2. The second category includes techniques of measuring overall driver behavior from the vehicle patterns. These techniques do not work with micro-sleeps (driver falls asleep for a few seconds) since measuring many of these parameters requires a significant amount of time and user data.
3. The third category consists of using Computer Vision techniques as a non-invasive way to monitor the driver’s sleepiness.
Dataset
The videos used in this work come from The University of Texas at Arlington Real-Life Drowsiness Data set (UTA-RLDD). This set of videos is the largest to date realistic drowsiness data set. It includes self-recorded videos from 60 healthy participants. Each participant recorded three videos representing three alertness classes labeled by the participant based on their predominant state while recording each video.
- Alert: Completely conscious and able to drive for long hours
- Low Vigilant: some signs of sleepiness but no effort to keep alert, driving would be discouraged
- Drowsy: Subject needs to actively try not to fall asleep
The total set thus includes 180 videos, each about 10 minutes long, and all under 30 fps.
This data set includes a diverse group of subjects. Participants were undergraduate students, graduate students, or staff members over 18 years old, from 20 to 59 with a mean of 25 and a standard deviation of 6 years. There were 51 men and 9 women, including a wide range of ethnicities ( 10 Caucasian, 5 non-white Hispanic, 30 Indo-Aryan and Dravidian, 8 Middle Eastern, and 7 East Asian). The videos also represented those with eye wear in 21 of the 180 videos and those with considerable facial hair in 72 out of 180 videos.
Baseline Model
Using this data set, UTA uses a model that first extracts blink related features, including blink duration, amplitude, and eye opening velocity. These hand-crafted features are then fed into a Hierarchical Multiscale LSTM to leverage the temporal pattern of calculated blink features. The issue with this model is that it relies on hand-crafted blink features rather than an end-to-end learning system. This work also ignores many informative facial cues that signal drowsiness.
Here we propose two models that aim to leverage a larger set of facial cues that indicate drowsiness. For this initial phase we used a subset of these videos, selecting the extreme classes “alert” and “drowsy” from six to eight of the total participants.
Model A: Facial Feature Engineering (FFE)
Several facial features give clear cues to whether or not someone is drowsy. The eyes give cues such as increased, or prolonged blinking. The mouth shows signs by yawning, or drooping. Even the position of the head can indicate drowsiness if it is drifting downward or bobbing frequently. These are all signs and indications that humans perceive as drowsiness. However in the context of AI drowsiness detection the cues are often limited to blink detection alone.
In this approach, we propose using the position of key facial features, including the eyes, nose, mouth, and chin, as well as the eye-aspect ratio (EAR), and mouth-aspect ratio (MAR) to detect drowsiness. The importance of these features are learned as a time series within a sequential model.
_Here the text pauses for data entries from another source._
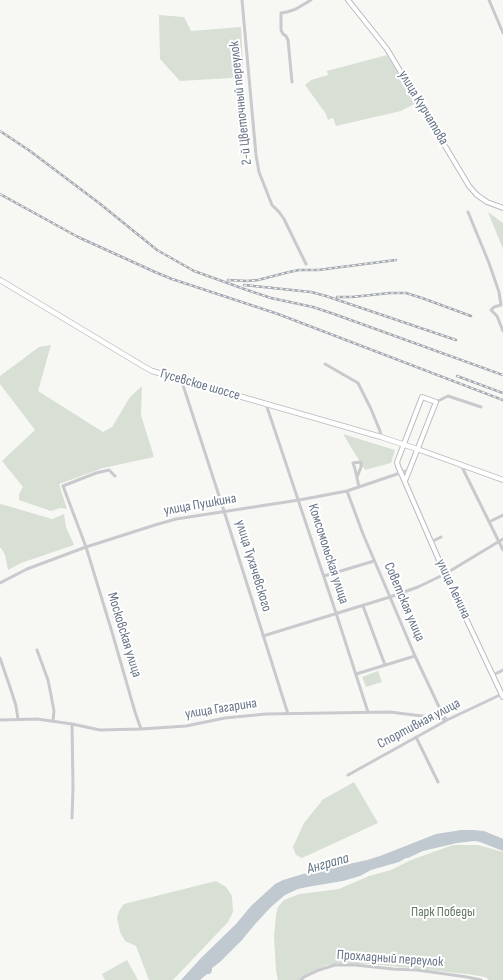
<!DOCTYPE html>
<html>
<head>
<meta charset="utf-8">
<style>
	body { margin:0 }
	canvas { display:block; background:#f7f8f4 }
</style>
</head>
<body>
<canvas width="503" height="980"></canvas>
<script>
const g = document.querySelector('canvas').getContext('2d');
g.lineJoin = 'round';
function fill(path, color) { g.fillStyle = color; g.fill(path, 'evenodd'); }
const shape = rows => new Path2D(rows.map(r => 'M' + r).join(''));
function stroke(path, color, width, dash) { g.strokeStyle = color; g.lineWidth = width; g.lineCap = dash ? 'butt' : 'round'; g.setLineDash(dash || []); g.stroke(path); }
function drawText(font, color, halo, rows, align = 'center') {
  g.font = font + ' "Sofia Sans Condensed",sans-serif'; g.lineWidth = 4; g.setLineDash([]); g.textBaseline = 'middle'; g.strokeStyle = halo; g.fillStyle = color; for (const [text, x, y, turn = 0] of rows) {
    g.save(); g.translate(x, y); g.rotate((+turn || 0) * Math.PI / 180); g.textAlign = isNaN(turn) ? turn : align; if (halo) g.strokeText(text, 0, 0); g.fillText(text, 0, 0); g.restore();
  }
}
const green = shape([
	[159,15,184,17,191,31,241,27,243,67,232,78,180,81,160,59],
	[387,55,416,103,401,111,336,126,333,118,328,120,326,114,305,85,311,80,328,75,327,71],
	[488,212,503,223,503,249],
	[51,345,38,391,103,432,112,427,130,397,142,386,141,415,154,457,103,468,59,484,67,509,60,508,51,511,19,500,19,494,23,487,2,461,35,430,0,384,0,376,39,347],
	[343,434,395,450,391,463,365,470],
	[0,504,8,506,52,519,64,514,66,527,74,545,21,563,8,570,5,555,1,548,0,548],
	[378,671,382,682,366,687,362,677],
	[354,782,378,823,302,858,296,855,293,847,304,823,321,802,322,800],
	[453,845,478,845,503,852,503,980,489,980,485,977,467,974,370,964,351,964,327,965,306,975,300,980,278,980,276,971,274,936,276,915,278,907,284,900,300,894,339,889,369,876,391,870,411,860],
	[216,881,226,887,232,896,233,912,228,922,173,980,149,980,136,946,125,941,120,932,117,918,119,911,124,904],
	[127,960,138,980,105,980,102,974]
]);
const water = shape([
	[461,830,473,830,484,831,501,838,503,839,503,851,480,842,475,841,457,843,423,851,408,858,406,858,399,862,371,870,360,876,343,881,307,887,298,889,285,895,271,907,256,923,242,940,220,962,212,968,212,971,210,974,207,974,200,980,181,980,201,958,236,924,251,906,275,884,283,880,303,874,367,860,380,856,436,834]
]);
const minor = shape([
	[242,0,256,155,259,172,272,205,279,212,284,219,306,264],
	[489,0,503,33],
	[292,82,288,40,286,36,283,34,281,30,281,13,287,12,296,9,311,0],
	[468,212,489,263,499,292,501,305,494,307,491,310,497,316,503,331],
	[325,364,358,383,371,409,380,431,381,437],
	[181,379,224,511,288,714],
	[436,402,448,396,481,407],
	[266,404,336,613,368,712],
	[461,465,503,550],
	[115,476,109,470,96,473,63,486,86,547,112,632,135,712,141,729],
	[357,477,361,467,361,462,353,463,355,469,359,487],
	[347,491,363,534,390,597,415,656,442,713,447,720],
	[489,522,503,515],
	[431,542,441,537],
	[324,576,374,561],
	[0,583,27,569,86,547,155,525,176,519,299,500,347,491,409,470],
	[363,606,385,665],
	[263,636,390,597,418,587,445,574,503,539],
	[37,650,48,680,51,695,54,711,53,721],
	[0,658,12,693,16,706,18,719],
	[356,674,415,656],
	[493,675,503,670],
	[0,720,37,719,72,724,100,730,141,729,186,726,225,718,266,714,390,712,430,717,447,720],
	[72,724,73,787,72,818],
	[416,737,438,782],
	[348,775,440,724,447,720,502,694],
	[301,980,304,977,319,970,335,965,355,965,393,969,417,970,467,977,481,980]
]);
const major = shape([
	[348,0,387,49,469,186,477,195,487,202,503,208],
	[405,481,436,402,422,397,397,462,398,466,445,574,503,697]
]);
const highway = shape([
	[0,280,143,366,152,371,381,437,420,450,503,480]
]);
const rail = shape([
	[0,131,30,151,99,203,157,250,194,271,247,290,271,298,313,307,334,314,503,375],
	[0,194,78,237,155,272,172,279,278,314,503,400],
	[228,280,247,281,258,280,289,272,299,270,318,270,396,260],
	[244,285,311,292,326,296,456,340],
	[337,297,352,297,390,293,406,293,422,298,471,316],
	[457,376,503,393]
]);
const streetNames = [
	["2-й Цветочный переулок",241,103,-96],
	["улица Курчатова",423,108,59],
	["Гусевское шоссе",200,385,16],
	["улица Пушкина",200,505,-10],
	["Комсомольская улица",328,554,72],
	["улица Тухачевского",253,566,73],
	["улица Ленина",453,589,65],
	["Советская улица",404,602,67],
	["Московская улица",124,635,73],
	["улица Гагарина",221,709,-9],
	["Спортивная улица",419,724,-28],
	["Прохладный переулок",390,959,4]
];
const parkNames = [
	["Парк Победы",443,912]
];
const waterNames = [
	["Анграпа",328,864,-16]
];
fill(green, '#d8dfd5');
fill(water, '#c0c9cf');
stroke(major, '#b8bbc0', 6);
stroke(highway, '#b8babe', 6);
stroke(minor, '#c8cace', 3);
stroke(major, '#fff', 4);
stroke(highway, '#fff', 4.5);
stroke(rail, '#a5aab1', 2.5);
stroke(rail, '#fff', 1, [3]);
drawText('14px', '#667386', '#fff', streetNames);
drawText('14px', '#627861', '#fff', parkNames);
drawText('italic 15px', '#627582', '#fff', waterNames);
</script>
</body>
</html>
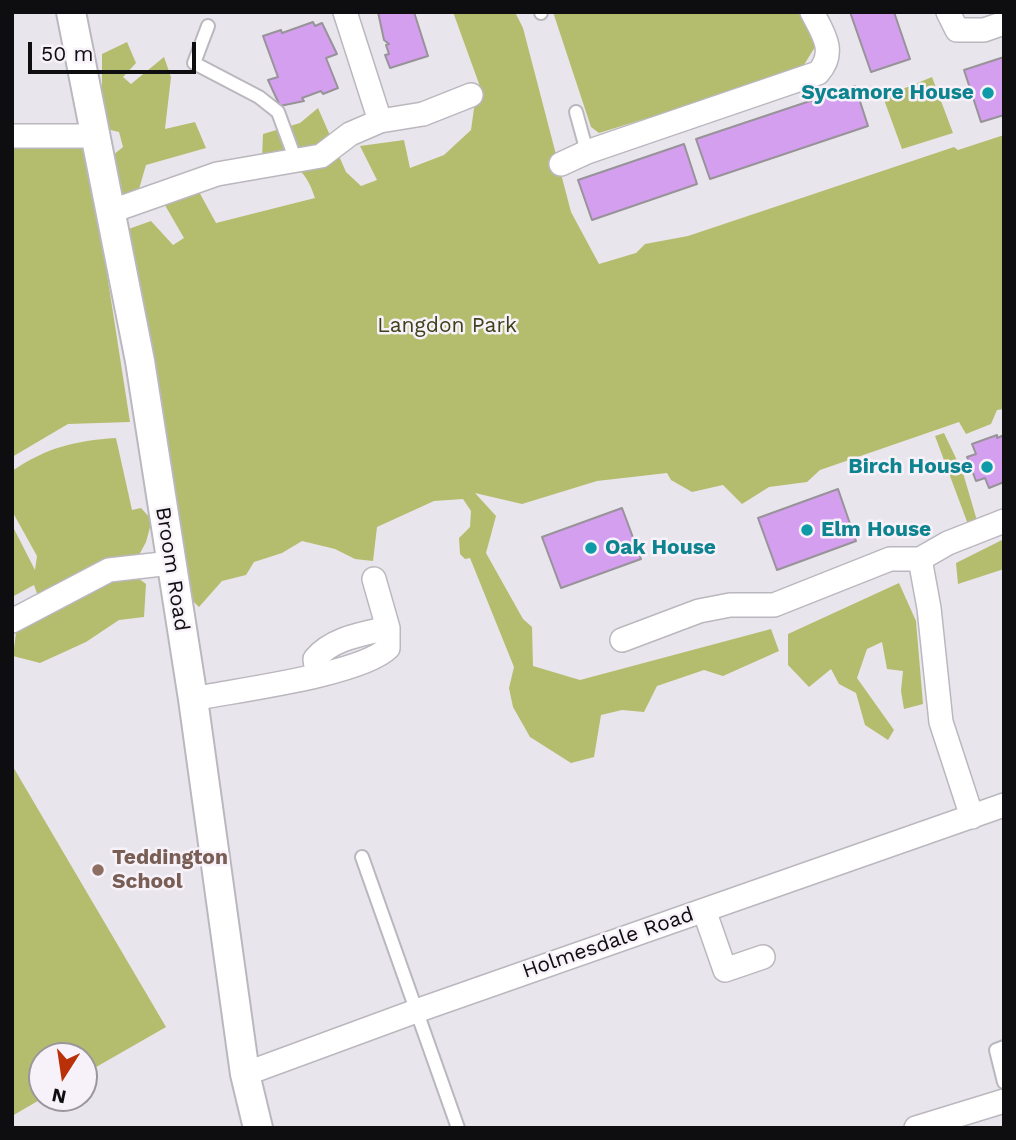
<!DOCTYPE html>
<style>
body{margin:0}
#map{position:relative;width:1016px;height:1140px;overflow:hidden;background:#e9e5ec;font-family:"Work Sans",sans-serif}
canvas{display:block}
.frame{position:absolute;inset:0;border:14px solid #0e0d0f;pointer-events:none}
.north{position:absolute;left:28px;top:1042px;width:70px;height:70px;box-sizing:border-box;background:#f7f2f9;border:2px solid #9a969b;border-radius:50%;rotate:192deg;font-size:19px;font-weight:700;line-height:28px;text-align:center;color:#0e0d0f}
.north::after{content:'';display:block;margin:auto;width:24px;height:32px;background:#ba3009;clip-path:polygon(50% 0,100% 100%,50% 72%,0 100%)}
.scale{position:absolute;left:28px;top:42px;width:168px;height:32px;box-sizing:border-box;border:4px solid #0e0d0f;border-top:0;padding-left:9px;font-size:21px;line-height:24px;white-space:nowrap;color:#0e0d0f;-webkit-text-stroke:5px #f7f2f9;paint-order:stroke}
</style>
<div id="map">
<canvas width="1016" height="1140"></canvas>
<div class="frame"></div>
<div class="north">N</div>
<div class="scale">50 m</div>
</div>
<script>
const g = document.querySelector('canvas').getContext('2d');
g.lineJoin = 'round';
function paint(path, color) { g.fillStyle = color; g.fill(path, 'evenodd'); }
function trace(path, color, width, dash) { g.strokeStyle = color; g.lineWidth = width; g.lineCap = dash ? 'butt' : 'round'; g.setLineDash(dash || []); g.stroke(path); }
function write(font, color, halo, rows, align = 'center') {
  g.font = font + ' "Work Sans",sans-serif'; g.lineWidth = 5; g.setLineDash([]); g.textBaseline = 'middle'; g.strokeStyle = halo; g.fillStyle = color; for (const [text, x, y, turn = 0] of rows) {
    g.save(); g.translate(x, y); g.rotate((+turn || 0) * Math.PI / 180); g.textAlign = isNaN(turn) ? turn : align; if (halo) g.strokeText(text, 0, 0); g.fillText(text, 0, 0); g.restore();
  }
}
paint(new Path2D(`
 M453 12H515L523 28 571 212 599 264 636 253 645 244 688 236 954 147 958 150 1004 135V409L997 410 991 424 966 434 959 422 820 470 807 482 769 487 742 504 723 485 692 492 671 480 667 473 597 481 522 504 475 493 496 516 486 553 523 619 532 627 533 666 580 680 771 629 779 651 723 676 704 670 657 686 644 712 622 710 601 715 594 757 571 763 530 737 513 707 509 688 514 667 470 558 465 559 460 554 459 538 470 527 471 511 463 499 434 501 377 527 373 561 355 559 335 549 302 541 282 553 254 562 246 575 222 581 199 607 185 593 123 231 151 221 173 245 184 238 162 200 198 190 216 223 315 198C305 167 293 162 262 158L263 134 300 123 318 108 346 172 361 186 377 180 360 146 404 140 410 168 444 155 471 130 476 94 482 92Z
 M553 12H802L815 47 802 68 780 77 599 133 591 127Z
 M127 42 136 63 123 77 131 84 164 57 171 77 165 129 195 122 206 148 146 165 137 196 115 198 108 159 123 147 119 132 102 128V54Z
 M932 77 953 133 902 149 883 97Z
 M12 145H87L130 422 68 424 12 457Z
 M944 433 963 473 978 524 969 527 935 436Z
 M116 438 132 510 141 508 152 520 146 542 130 572 146 584 144 617 119 620 86 642 40 663 13 656 16 633 39 599 34 585 12 597V525L35 570 37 556 12 511V471C48 447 74 441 116 438Z
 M1004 539V569L958 584 956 563Z
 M899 583 916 621 923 704 904 709 901 691 903 671 887 669 882 642 867 649 857 678 894 730 888 740 865 725 856 693 839 684 831 669 809 687 788 665V634Z
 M12 765 166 1027 84 1074V1056H42L43 1098 12 1116Z`), '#b4bd6e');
const building = new Path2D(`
 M378 12H414L428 56 390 68 385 55 389 54 386 45 389 44 384 40Z
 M850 12H894L910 59 871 72Z
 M313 22 315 26 322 23 337 54 326 58 338 88 323 94 321 91 302 98 304 101 280 106 268 80 278 77 263 36 281 30 282 33Z
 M1004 57V115L981 122 964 70Z
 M855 86 868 126 710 179 696 139Z
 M684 144 697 184 592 220 578 180Z
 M997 435V438L1004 435V482L989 488 985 478 976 481 967 457 976 454 972 444Z
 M838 489 856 541 777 570 758 518Z
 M622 508 641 559 561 588 542 537Z`);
paint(building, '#d39fee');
trace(building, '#979399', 2);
const service = new Path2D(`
 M541 12V13
 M208 26 194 63 259 97 278 112 296 161
 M576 112 587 152
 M362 857 458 1128
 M1004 1047 996 1050 1004 1082`);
const minor = new Path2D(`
 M345 12 380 121
 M948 12 957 30H984L1004 23
 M12 136H96
 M561 164 587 152 818 73C837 52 823 33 812 12
 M112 211 217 174 321 156 350 134 380 121 423 114 471 95
 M920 559 929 608 941 722 972 817
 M12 621 109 570 171 563
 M622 640 699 611 730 605H774L890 559H920L948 543 1004 521
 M317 674 315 659C332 638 363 634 388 628
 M193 699C237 690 360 675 388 648V628L374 579
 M704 910 725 970 763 957
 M245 1074 419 1010 1004 805
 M916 1128 1004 1101`);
const tertiary = new Path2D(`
 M71 12 140 361 193 699 245 1074 258 1128`);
trace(service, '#bbb7be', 16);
trace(minor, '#bbb7be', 26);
trace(tertiary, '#bbb7be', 32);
trace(service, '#fff', 12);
trace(minor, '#fff', 23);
trace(tertiary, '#fff', 28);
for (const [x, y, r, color] of [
 [988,93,7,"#0f9aa8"],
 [987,467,7,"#0f9aa8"],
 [807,530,7,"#0f9aa8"],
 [591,548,7,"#0f9aa8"],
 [98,870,7,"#8d6e63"]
]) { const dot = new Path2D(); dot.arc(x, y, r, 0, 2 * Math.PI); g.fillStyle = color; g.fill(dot); trace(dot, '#f7f2f9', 2.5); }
write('bold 21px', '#0d838f', '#f7f2f9', [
 ["Sycamore House",974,93],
 ["Birch House",973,467],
 ["Elm House",821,530,"left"],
 ["Oak House",605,548,"left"]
], 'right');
write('21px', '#3d4119', '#f7f2f9', [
 ["Langdon Park",447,326]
]);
write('21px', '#0e0d0f', '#f7f2f9', [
 ["Broom Road",172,569,81],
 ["Holmesdale Road",608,943,-19]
]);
write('bold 21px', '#785e54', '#f7f2f9', [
 ["Teddington",112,858],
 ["School",112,882]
], 'left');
</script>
To extract the features, a subset of 16 videos were selected from the 180 videos in the RLDD. This subset represents the drowsy and alert case for eight participants. Each frame of the video could then be used as an image to extract the x,y coordinates of 68 facial features. These feature coordinates were reduced to 24 features: The edges of the eyes, the outer lips, the tip of the nose, and the tip of the chin. These features were selected to provide information on blinking, yawning, and the movement of the head, while minimizing the size of the input. From the coordinates of these positions, the EAR and MAR were calculated. The EAR gives context for blinking, shown as a rapid decrease approaching zero, as well as reduced eye aspect ratio characteristic of “drowsy” eyes.
After calculating the ratio features from the coordinate positions, the features and ratios are normalized within the time series. Next, these features were reshaped to a three-dimensional input as 2-second batches of information.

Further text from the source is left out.